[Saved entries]
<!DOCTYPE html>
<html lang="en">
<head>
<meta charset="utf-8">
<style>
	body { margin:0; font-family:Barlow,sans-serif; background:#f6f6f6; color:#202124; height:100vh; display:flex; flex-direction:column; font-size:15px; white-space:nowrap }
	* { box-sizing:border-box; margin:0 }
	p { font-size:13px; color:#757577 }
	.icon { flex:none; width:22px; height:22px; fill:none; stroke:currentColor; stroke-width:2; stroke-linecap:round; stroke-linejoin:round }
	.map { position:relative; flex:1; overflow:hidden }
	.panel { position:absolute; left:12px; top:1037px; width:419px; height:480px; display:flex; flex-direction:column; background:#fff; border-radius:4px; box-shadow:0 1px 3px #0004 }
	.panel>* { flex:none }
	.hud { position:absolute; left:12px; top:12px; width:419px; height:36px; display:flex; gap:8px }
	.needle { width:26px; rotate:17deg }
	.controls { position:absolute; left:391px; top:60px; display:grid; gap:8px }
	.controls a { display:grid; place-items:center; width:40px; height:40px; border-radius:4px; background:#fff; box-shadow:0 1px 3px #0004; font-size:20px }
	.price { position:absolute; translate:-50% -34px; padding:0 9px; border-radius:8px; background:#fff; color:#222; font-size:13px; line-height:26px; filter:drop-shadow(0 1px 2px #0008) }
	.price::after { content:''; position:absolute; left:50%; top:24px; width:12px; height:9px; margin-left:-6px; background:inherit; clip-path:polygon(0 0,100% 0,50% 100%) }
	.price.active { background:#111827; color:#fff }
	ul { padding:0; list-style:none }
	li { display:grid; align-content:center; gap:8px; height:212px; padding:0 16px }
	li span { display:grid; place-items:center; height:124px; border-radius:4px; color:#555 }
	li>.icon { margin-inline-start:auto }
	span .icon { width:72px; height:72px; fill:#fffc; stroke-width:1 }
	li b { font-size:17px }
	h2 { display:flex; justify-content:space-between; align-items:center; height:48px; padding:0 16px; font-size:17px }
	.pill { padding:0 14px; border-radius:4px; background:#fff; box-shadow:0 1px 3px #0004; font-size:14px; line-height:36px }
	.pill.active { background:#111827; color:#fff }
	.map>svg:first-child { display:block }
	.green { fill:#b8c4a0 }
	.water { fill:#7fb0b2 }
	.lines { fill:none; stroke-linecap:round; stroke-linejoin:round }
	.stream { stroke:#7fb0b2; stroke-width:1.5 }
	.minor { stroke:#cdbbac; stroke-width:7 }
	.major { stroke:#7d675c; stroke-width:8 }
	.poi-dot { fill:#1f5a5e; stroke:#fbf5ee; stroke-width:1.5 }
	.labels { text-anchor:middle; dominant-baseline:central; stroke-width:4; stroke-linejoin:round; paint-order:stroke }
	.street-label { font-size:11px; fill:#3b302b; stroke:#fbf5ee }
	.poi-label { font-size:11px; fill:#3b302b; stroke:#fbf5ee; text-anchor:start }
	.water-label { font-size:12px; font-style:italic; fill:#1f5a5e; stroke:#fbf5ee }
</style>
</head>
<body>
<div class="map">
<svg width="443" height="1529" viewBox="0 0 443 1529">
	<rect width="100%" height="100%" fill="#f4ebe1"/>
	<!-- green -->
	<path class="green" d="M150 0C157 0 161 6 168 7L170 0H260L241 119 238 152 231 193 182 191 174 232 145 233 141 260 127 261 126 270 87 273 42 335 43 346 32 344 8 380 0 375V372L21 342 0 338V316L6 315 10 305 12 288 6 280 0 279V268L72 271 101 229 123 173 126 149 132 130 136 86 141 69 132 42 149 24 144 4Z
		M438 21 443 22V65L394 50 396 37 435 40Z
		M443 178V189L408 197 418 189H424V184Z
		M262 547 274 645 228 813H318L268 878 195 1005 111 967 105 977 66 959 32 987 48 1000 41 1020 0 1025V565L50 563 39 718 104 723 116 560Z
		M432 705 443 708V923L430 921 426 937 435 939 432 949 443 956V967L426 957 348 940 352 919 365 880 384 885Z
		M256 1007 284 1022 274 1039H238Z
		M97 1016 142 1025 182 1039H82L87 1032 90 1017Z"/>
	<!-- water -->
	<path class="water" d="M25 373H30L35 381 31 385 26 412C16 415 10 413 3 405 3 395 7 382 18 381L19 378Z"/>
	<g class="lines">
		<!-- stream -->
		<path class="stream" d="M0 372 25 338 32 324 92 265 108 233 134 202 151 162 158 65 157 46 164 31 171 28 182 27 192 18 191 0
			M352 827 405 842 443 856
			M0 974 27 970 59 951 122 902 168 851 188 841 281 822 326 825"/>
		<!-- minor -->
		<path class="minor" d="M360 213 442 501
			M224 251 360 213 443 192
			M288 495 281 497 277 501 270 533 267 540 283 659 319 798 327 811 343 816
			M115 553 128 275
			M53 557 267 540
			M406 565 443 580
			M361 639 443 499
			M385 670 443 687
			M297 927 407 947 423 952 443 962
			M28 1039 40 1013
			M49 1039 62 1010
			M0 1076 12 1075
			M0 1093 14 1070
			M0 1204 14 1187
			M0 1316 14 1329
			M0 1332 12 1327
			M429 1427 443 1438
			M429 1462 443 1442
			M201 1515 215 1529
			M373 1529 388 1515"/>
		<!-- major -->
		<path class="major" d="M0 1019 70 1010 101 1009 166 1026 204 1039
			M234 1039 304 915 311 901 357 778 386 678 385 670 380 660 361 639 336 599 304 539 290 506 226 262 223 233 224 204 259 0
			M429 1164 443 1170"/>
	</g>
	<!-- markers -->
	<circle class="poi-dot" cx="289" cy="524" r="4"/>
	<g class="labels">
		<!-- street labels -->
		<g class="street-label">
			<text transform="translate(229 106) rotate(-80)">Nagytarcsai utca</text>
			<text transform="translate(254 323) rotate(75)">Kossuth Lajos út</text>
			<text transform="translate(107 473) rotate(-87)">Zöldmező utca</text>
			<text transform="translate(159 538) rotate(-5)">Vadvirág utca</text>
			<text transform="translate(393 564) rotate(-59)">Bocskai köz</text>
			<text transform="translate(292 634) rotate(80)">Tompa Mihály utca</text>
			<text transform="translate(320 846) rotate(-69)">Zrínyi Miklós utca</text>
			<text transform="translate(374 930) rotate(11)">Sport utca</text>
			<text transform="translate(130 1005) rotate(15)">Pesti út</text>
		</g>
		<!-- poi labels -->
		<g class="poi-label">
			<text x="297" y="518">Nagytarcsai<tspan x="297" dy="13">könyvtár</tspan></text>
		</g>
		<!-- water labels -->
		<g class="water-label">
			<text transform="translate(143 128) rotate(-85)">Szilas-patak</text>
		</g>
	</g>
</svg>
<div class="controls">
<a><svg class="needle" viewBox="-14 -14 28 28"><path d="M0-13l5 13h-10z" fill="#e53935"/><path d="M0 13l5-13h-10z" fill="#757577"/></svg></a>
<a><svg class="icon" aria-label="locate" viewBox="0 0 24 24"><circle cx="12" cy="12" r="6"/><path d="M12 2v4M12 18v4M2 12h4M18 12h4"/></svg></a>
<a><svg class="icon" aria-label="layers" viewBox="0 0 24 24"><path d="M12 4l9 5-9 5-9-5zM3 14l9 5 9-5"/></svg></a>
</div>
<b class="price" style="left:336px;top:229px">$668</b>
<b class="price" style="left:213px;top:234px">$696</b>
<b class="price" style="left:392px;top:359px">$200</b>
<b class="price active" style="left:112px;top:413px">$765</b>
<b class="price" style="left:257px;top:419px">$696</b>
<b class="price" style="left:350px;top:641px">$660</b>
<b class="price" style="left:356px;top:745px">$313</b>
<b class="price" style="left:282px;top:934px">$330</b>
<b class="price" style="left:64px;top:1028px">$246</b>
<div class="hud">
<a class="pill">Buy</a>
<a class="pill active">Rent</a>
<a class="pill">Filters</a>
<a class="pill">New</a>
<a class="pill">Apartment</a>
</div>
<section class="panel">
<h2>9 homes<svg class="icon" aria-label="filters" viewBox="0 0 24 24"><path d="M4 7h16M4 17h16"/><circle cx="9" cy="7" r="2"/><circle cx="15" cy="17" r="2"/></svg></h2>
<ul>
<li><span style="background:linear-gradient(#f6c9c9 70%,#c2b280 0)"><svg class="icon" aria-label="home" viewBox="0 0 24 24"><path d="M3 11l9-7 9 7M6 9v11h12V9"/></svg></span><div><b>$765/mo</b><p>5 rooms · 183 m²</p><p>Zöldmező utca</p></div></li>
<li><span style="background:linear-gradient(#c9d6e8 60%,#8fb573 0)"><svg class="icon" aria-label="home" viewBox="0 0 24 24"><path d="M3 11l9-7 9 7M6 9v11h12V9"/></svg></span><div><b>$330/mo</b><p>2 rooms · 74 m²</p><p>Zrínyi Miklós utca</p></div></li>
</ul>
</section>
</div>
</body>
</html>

TASK TO CARRY OUT: Among the entries above, the line containing "display:grid; place-items:center; height:124px;", the line containing "M97 1016 142", and all lines between them are to be restated word for word; nothing else belongs in the reply.

RESULT FOR THIS EXERCISE:
	li span { display:grid; place-items:center; height:124px; border-radius:4px; color:#555 }
	li>.icon { margin-inline-start:auto }
	span .icon { width:72px; height:72px; fill:#fffc; stroke-width:1 }
	li b { font-size:17px }
	h2 { display:flex; justify-content:space-between; align-items:center; height:48px; padding:0 16px; font-size:17px }
	.pill { padding:0 14px; border-radius:4px; background:#fff; box-shadow:0 1px 3px #0004; font-size:14px; line-height:36px }
	.pill.active { background:#111827; color:#fff }
	.map>svg:first-child { display:block }
	.green { fill:#b8c4a0 }
	.water { fill:#7fb0b2 }
	.lines { fill:none; stroke-linecap:round; stroke-linejoin:round }
	.stream { stroke:#7fb0b2; stroke-width:1.5 }
	.minor { stroke:#cdbbac; stroke-width:7 }
	.major { stroke:#7d675c; stroke-width:8 }
	.poi-dot { fill:#1f5a5e; stroke:#fbf5ee; stroke-width:1.5 }
	.labels { text-anchor:middle; dominant-baseline:central; stroke-width:4; stroke-linejoin:round; paint-order:stroke }
	.street-label { font-size:11px; fill:#3b302b; stroke:#fbf5ee }
	.poi-label { font-size:11px; fill:#3b302b; stroke:#fbf5ee; text-anchor:start }
	.water-label { font-size:12px; font-style:italic; fill:#1f5a5e; stroke:#fbf5ee }
</style>
</head>
<body>
<div class="map">
<svg width="443" height="1529" viewBox="0 0 443 1529">
	<rect width="100%" height="100%" fill="#f4ebe1"/>
	<!-- green -->
	<path class="green" d="M150 0C157 0 161 6 168 7L170 0H260L241 119 238 152 231 193 182 191 174 232 145 233 141 260 127 261 126 270 87 273 42 335 43 346 32 344 8 380 0 375V372L21 342 0 338V316L6 315 10 305 12 288 6 280 0 279V268L72 271 101 229 123 173 126 149 132 130 136 86 141 69 132 42 149 24 144 4Z
		M438 21 443 22V65L394 50 396 37 435 40Z
		M443 178V189L408 197 418 189H424V184Z
		M262 547 274 645 228 813H318L268 878 195 1005 111 967 105 977 66 959 32 987 48 1000 41 1020 0 1025V565L50 563 39 718 104 723 116 560Z
		M432 705 443 708V923L430 921 426 937 435 939 432 949 443 956V967L426 957 348 940 352 919 365 880 384 885Z
		M256 1007 284 1022 274 1039H238Z
		M97 1016 142 1025 182 1039H82L87 1032 90 1017Z"/>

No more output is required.